::: SUPPLIED DATA

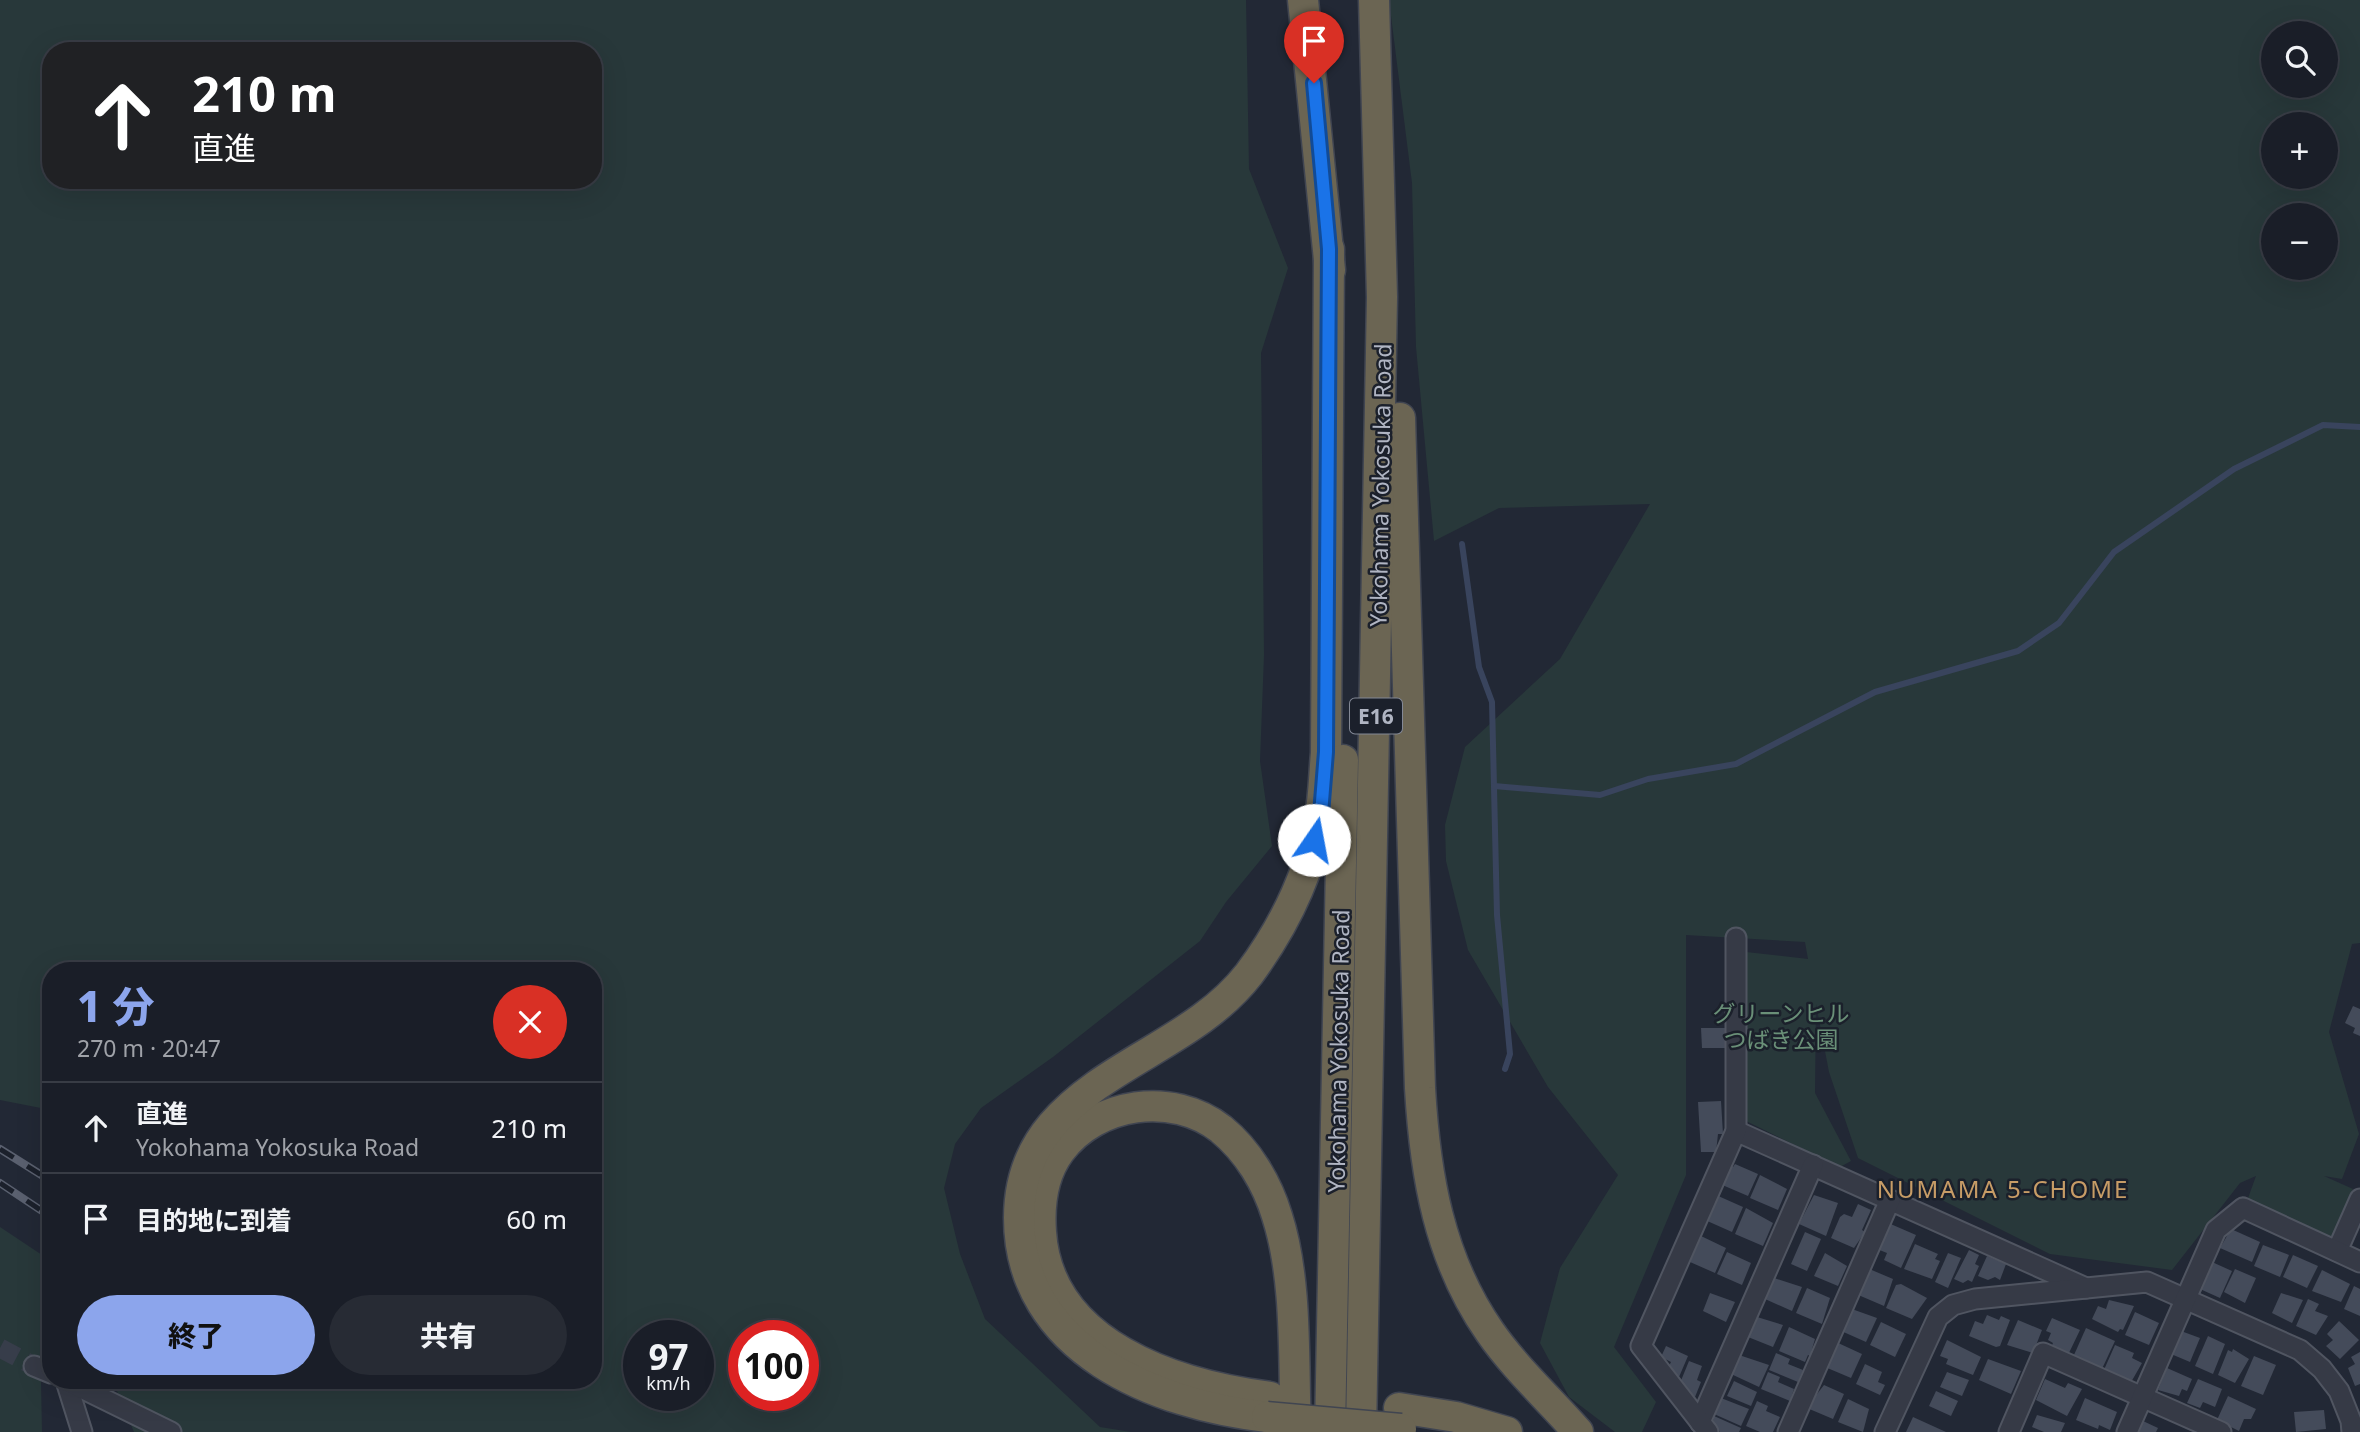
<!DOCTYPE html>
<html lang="ja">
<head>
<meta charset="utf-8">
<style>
  :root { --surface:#1a1e28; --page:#272b34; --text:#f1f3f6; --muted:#9fa2a8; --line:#383c45; --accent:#8ca5ec }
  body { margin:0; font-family:"Noto Sans","Noto Sans JP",sans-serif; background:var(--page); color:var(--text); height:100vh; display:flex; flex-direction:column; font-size:26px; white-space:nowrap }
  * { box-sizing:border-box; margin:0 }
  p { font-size:23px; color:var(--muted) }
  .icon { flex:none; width:38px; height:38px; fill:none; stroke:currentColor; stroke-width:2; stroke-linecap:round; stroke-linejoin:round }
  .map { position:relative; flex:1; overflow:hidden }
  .drawer { position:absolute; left:42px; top:962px; width:560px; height:427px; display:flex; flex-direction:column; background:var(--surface); border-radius:28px; box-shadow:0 7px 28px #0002,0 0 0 2px var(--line) }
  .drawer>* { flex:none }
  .top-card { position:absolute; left:42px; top:42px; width:560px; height:147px; border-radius:28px; box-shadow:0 7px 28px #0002,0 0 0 2px var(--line); background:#202124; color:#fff; overflow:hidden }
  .fabs { position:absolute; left:2261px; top:21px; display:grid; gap:14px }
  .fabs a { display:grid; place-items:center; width:77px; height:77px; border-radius:50%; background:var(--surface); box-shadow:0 7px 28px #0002,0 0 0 2px var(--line); font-size:35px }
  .speed { position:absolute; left:623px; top:1320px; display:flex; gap:14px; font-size:35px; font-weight:700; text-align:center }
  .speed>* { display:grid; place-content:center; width:91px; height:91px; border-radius:50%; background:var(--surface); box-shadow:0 7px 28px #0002,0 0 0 2px var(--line); line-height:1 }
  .speed small { font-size:18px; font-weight:400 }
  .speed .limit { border:10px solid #d22; background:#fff; color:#111 }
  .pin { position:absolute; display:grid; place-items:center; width:60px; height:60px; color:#fff; margin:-72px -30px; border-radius:50% 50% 50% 0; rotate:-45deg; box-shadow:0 0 7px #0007 }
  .pin .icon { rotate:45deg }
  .me { position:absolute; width:77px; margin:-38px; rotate:12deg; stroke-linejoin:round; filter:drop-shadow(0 0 5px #0008) }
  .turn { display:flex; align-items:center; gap:24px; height:147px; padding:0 35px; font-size:32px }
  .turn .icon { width:91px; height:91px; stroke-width:2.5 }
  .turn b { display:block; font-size:49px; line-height:60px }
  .round { display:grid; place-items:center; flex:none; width:74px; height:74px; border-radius:37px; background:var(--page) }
  .summary { display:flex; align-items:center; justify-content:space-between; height:119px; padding:0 35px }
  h1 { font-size:42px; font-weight:800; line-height:52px; color:var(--accent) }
  .cta { display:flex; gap:14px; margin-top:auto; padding:14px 35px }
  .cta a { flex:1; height:80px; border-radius:42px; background:var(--accent); color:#111; font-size:28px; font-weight:800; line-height:80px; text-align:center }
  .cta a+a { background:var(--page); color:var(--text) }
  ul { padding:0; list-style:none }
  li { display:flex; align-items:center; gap:21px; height:91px; padding:0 35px; border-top:2px solid var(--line) }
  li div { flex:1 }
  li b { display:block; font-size:26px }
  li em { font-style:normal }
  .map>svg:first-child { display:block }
</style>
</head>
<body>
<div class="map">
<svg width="2360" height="1432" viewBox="0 0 2360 1432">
  <rect width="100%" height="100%" fill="#222835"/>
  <g fill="#28383a" fill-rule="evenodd">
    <path d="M0,0H1246L1249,169L1288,268L1261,353L1264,655L1260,761L1272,846L1226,902L1200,941L1053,1057L981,1108L955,1144L944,1188L960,1254L985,1319L1100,1427L1131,1432H134L117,1391L116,1381H593V971H51V1110L0,1100ZM51,51H593V180H51ZM639,1335H698V1395H639ZM744,1335H803V1395H744Z"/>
    <path d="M1389,0H2360V943L2352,944L2329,1032L2359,1134L2342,1179L2324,1176L2353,1189L2333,1237L2247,1201L2256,1176L2240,1183L2172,1270L2050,1254L1858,1158L1829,1072L1816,1004L1815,1093L1851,1161L1840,1167L1746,1121V952L1808,959L1805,942L1686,935V1175L1614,1347L1656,1402L1642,1432H1615L1569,1397L1540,1343L1560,1268L1618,1175L1548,1087L1468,950L1446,861L1445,825L1465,747L1560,659L1650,504L1499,508L1434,541L1416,347L1412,183ZM2273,33H2326V86H2273ZM2273,124H2326V177H2273ZM2273,215H2326V268H2273Z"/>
    <path d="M0,1227L51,1261V1298L40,1330L42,1432H0Z"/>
  </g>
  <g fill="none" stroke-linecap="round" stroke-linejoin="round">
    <g stroke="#39445d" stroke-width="6">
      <path d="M1462,544L1479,667L1492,702L1497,915L1510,1054L1505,1069"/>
      <path d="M1494,786L1600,795L1648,779L1736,764L1875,692L2018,651L2059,623L2114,552L2234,469L2323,425L2360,427"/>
    </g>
  </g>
  <g fill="#444b5a">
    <path d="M2353,1006L2360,1009V1036L2353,1033L2355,1028L2345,1023Z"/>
    <path d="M1701,1028H1725V1048H1702Z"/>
    <path d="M1721,1101L1723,1134H1718L1716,1152H1701L1698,1102Z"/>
    <path d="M1735,1164L1758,1174L1748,1196L1720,1184L1728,1165L1733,1167Z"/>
    <path d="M1760,1175L1787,1189L1778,1210L1750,1198Z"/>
    <path d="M1716,1195L1743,1207L1732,1232L1705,1220Z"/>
    <path d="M1814,1195L1838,1203L1826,1236L1799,1224Z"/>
    <path d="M1858,1204L1871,1210L1862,1230L1865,1232L1854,1248L1831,1238L1840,1217L1844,1214L1852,1217Z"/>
    <path d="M1746,1208L1773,1223L1763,1246L1735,1234Z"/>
    <path d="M1886,1222L1916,1235L1901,1268L1884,1260L1887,1253L1877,1249Z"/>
    <path d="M2231,1229L2260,1242L2252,1262L2220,1248Z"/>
    <path d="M1805,1232L1821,1239L1807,1271L1791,1264Z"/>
    <path d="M1701,1236L1726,1248L1715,1273L1690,1262L1694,1245L1697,1246Z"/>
    <path d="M1915,1244L1938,1254L1935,1259L1940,1261L1932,1279L1904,1269Z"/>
    <path d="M2263,1245L2289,1255L2280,1277L2254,1266Z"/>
    <path d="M1969,1250L1979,1255L1975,1264L1979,1266L1972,1282L1968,1280L1963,1283L1954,1279Z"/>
    <path d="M1727,1252L1751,1263L1742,1285L1717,1274Z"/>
    <path d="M1825,1253L1847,1266L1838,1286L1814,1276Z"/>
    <path d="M1948,1253L1961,1258L1948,1288L1935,1282Z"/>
    <path d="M2293,1255L2318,1266L2307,1288L2283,1277Z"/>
    <path d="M1987,1256L2006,1264L2000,1280L1995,1277L1988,1280L1978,1276Z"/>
    <path d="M2212,1262L2232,1271L2220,1298L2200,1289Z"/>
    <path d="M1867,1268L1893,1279L1884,1306L1856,1294Z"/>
    <path d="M2235,1269L2256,1278L2245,1303L2224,1292Z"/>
    <path d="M2322,1270L2350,1284L2341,1302L2312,1291Z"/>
    <path d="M1774,1278L1802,1287L1792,1311L1765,1299Z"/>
    <path d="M1901,1284L1927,1298L1912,1319L1886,1308L1896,1285Z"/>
    <path d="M2354,1286L2360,1289V1316L2344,1309Z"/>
    <path d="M1807,1288L1830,1298L1822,1324L1796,1313Z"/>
    <path d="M1710,1293L1735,1302L1726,1322L1703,1311Z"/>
    <path d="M2281,1293L2303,1300L2292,1323L2272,1313Z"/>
    <path d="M2308,1299L2319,1304L2315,1311L2328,1316L2316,1335L2296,1326Z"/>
    <path d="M2109,1300L2134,1306L2123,1330L2120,1329L2118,1332L2092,1319L2098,1306L2106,1309Z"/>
    <path d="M1849,1308L1877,1318L1866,1342L1839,1330Z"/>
    <path d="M2135,1312L2159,1323L2149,1345L2125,1335Z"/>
    <path d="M1987,1315L1999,1320L2001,1316L2010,1320L2000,1346L1996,1347L1969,1336L1975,1321L1983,1324Z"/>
    <path d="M1757,1317L1783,1325L1773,1347L1748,1337Z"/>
    <path d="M2052,1318L2080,1330L2068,1355L2051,1348L2053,1343L2048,1340L2051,1333L2046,1331Z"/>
    <path d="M2018,1320L2042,1330L2033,1353L2007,1345Z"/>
    <path d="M2339,1321L2359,1340L2340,1359L2326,1346L2333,1340L2327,1334Z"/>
    <path d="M1881,1322L1906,1334L1895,1357L1870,1345Z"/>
    <path d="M1789,1327L1815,1339L1810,1356L1808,1355L1805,1362L1779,1351Z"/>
    <path d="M2086,1328L2115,1341L2101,1371L2074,1355Z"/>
    <path d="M2181,1331L2200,1338L2190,1362L2171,1354Z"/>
    <path d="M2208,1336L2225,1344L2213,1374L2195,1366Z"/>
    <path d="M1947,1340L1981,1357L1973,1375L1946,1364L1948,1359L1940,1356Z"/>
    <path d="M1836,1342L1862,1354L1851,1378L1825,1367Z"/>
    <path d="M2115,1345L2134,1353L2132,1358L2142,1363L2130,1384L2103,1372Z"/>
    <path d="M1666,1346L1688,1356L1679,1377L1668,1368L1671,1362L1661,1357Z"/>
    <path d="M2233,1349L2249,1359L2235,1383L2218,1375L2228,1350L2232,1352Z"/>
    <path d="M2360,1352V1384L2355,1386L2348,1368L2355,1364L2351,1357Z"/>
    <path d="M1776,1353L1790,1359L1788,1364L1803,1370L1798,1382L1769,1370Z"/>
    <path d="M1739,1355L1769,1365L1759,1387L1731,1374Z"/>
    <path d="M2254,1356L2276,1365L2263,1395L2241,1386Z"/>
    <path d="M1988,1359L2021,1371L2011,1394L1979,1380Z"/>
    <path d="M1689,1361L1702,1366L1697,1380L1701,1382L1695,1397L1683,1393L1680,1383Z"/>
    <path d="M1865,1364L1882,1372L1878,1382L1885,1385L1880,1395L1856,1384Z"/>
    <path d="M2167,1368L2192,1379L2187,1391L2182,1389L2179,1396L2158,1390Z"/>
    <path d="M1768,1372L1780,1377L1778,1382L1794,1389L1790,1401L1761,1389Z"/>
    <path d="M1947,1372L1969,1380L1962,1396L1940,1387Z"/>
    <path d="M2045,1379L2065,1388L2068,1383L2082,1389L2067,1416L2036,1400Z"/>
    <path d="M2198,1379L2222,1389L2215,1407L2203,1402L2200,1408L2187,1403Z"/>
    <path d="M1734,1381L1757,1392L1751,1406L1727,1396Z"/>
    <path d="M1824,1385L1844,1394L1833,1419L1807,1408L1814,1392L1817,1394Z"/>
    <path d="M1936,1391L1958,1401L1951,1416L1929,1406Z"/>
    <path d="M2228,1396L2256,1409L2251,1419H2244L2239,1431L2217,1420Z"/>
    <path d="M1721,1398L1749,1409L1741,1426L1714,1414Z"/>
    <path d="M2085,1398L2117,1412L2110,1430L2099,1425L2098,1429L2076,1420Z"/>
    <path d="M1848,1399L1869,1409L1863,1432L1838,1422Z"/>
    <path d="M1757,1401L1768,1406L1766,1411L1780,1417L1773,1432H1760L1746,1426Z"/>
    <path d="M2324,1410L2326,1429L2296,1432L2294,1412Z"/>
    <path d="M2037,1415L2065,1423L2061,1432H2044L2032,1427Z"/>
    <path d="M1714,1416L1741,1428L1739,1432H1720L1713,1422Z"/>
    <path d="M1913,1417L1946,1432H1906Z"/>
    <path d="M2143,1421L2158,1428L2156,1432H2138Z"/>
  </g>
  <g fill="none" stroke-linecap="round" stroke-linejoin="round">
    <path stroke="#373d4a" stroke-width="19" stroke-dasharray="19 10" stroke-linecap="butt" d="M0,1348L34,1366"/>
    <defs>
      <g id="minor">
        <path d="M1736,1131L2086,1288"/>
        <path d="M2337,1251L2360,1199"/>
        <path d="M34,1366L51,1373"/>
        <path d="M66,1381L82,1432"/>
        <path d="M67,1381L171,1432"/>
        <path d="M1700,1422L1813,1165"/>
        <path d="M1708,1432L1641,1346L1736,1131V938"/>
        <path d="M1788,1432L1890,1200"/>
        <path d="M1885,1432L1938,1317L1953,1305L1975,1299L2147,1282L2300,1350L2322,1369L2339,1391L2351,1421L2352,1432"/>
        <path d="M2009,1432L2043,1353L2221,1432"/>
        <path d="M2127,1432L2216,1230L2243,1208L2360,1262"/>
      </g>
      <g id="highway">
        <path d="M1303,0L1330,270"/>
        <path d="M1400,418L1420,1088C1425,1175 1439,1259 1490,1332C1515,1368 1549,1399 1578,1432"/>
        <path d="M1270,1397C1176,1385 1048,1345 1041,1232C1039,1204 1043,1174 1060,1151C1097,1102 1172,1091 1221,1129C1248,1151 1267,1183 1277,1216C1298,1281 1293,1364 1296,1432"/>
        <path d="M1399,1408L1456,1417L1507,1432"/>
        <path d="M1267,1417C1157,1405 1019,1351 1019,1218C1019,1184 1029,1152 1052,1125C1106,1062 1197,1041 1249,974C1283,928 1310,873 1320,816C1324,795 1324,773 1326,753L1329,249"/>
        <path d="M1330,1432L1343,760"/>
        <path d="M1361,1432L1382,297L1374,0"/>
      </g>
    </defs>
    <use href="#minor" stroke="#505561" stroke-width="23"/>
    <use href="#highway" stroke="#404551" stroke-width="33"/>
    <use href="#minor" stroke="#363a46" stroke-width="19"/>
    <use href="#highway" stroke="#6b6553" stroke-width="30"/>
    <defs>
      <g id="rail">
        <path d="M0,1149L51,1181"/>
        <path d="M0,1183L51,1217"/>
      </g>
    </defs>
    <use href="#rail" stroke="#5a606f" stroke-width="8"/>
    <use href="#rail" stroke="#1b202b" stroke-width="5" stroke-dasharray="16" stroke-linecap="butt"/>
    <defs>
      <path id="highway-bridge" d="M1267,1417L1401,1429"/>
    </defs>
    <use href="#highway-bridge" stroke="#404551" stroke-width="33" stroke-linecap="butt"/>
    <use href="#highway-bridge" stroke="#6b6553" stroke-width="30"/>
  </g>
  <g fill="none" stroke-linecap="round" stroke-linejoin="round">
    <defs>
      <path id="route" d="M1314,83L1329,249L1326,752L1321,814L1314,840"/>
    </defs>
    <use href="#route" stroke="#114b97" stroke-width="18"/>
    <use href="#route" stroke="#1a73e8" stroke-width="12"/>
  </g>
  <g text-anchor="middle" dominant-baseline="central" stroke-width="5" stroke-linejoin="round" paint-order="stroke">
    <rect fill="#1b202b" stroke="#838895" stroke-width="2" x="1350" y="698.5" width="52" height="35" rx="5"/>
    <g font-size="21" font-weight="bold" fill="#b0b5c3">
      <text x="1376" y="716">E16</text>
    </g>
    <g font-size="23" fill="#b0b5c3" stroke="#1b202b">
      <text transform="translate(1380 485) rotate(-89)">Yokohama Yokosuka Road</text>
      <text transform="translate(1338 1051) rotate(-89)">Yokohama Yokosuka Road</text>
    </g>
    <g font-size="23" fill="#6a9078" stroke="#1b202b">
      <text x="1781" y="1013">グリーンヒル<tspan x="1781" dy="26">つばき公園</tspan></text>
    </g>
    <g font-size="24" letter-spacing="2" fill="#c79c66" stroke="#1b202b">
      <text x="2003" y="1188">NUMAMA 5-CHOME</text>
    </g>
  </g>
</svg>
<div class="fabs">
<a><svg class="icon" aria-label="search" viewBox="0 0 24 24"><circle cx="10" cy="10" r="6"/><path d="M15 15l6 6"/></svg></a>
<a>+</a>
<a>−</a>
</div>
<div class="speed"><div>97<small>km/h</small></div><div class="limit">100</div></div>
<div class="pin" style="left:1314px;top:83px;background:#d93025"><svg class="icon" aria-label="arrive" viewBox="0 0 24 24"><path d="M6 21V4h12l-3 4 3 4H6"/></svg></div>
<svg class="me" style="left:1314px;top:840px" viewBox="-20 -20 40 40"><circle r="19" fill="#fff"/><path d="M0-13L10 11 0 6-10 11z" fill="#1a73e8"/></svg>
<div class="top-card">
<div class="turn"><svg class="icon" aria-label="ahead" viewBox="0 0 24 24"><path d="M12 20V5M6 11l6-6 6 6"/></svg><div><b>210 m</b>直進</div></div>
</div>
<section class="drawer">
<div class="summary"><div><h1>1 分</h1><p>270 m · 20:47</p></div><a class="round" style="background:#d93025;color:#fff"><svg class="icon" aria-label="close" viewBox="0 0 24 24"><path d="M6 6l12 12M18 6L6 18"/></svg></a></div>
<ul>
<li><svg class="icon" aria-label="ahead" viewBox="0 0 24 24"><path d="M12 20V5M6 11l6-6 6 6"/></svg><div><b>直進</b><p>Yokohama Yokosuka Road</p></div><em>210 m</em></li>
<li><svg class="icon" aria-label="arrive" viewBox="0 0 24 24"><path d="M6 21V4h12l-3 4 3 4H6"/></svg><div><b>目的地に到着</b></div><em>60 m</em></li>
</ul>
<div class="cta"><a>終了</a><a>共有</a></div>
</section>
</div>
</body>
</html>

::::::

▶ [WORK INSTRUCTIONS]: Repeat verbatim the lines between the start of the data and the line containing "display:grid; place-items:center; width:77px;", both ends included, omitting all pictures.

▶ [RESPONSE TO THE EXERCISE]:
<!DOCTYPE html>
<html lang="ja">
<head>
<meta charset="utf-8">
<style>
  :root { --surface:#1a1e28; --page:#272b34; --text:#f1f3f6; --muted:#9fa2a8; --line:#383c45; --accent:#8ca5ec }
  body { margin:0; font-family:"Noto Sans","Noto Sans JP",sans-serif; background:var(--page); color:var(--text); height:100vh; display:flex; flex-direction:column; font-size:26px; white-space:nowrap }
  * { box-sizing:border-box; margin:0 }
  p { font-size:23px; color:var(--muted) }
  .icon { flex:none; width:38px; height:38px; fill:none; stroke:currentColor; stroke-width:2; stroke-linecap:round; stroke-linejoin:round }
  .map { position:relative; flex:1; overflow:hidden }
  .drawer { position:absolute; left:42px; top:962px; width:560px; height:427px; display:flex; flex-direction:column; background:var(--surface); border-radius:28px; box-shadow:0 7px 28px #0002,0 0 0 2px var(--line) }
  .drawer>* { flex:none }
  .top-card { position:absolute; left:42px; top:42px; width:560px; height:147px; border-radius:28px; box-shadow:0 7px 28px #0002,0 0 0 2px var(--line); background:#202124; color:#fff; overflow:hidden }
  .fabs { position:absolute; left:2261px; top:21px; display:grid; gap:14px }
  .fabs a { display:grid; place-items:center; width:77px; height:77px; border-radius:50%; background:var(--surface); box-shadow:0 7px 28px #0002,0 0 0 2px var(--line); font-size:35px }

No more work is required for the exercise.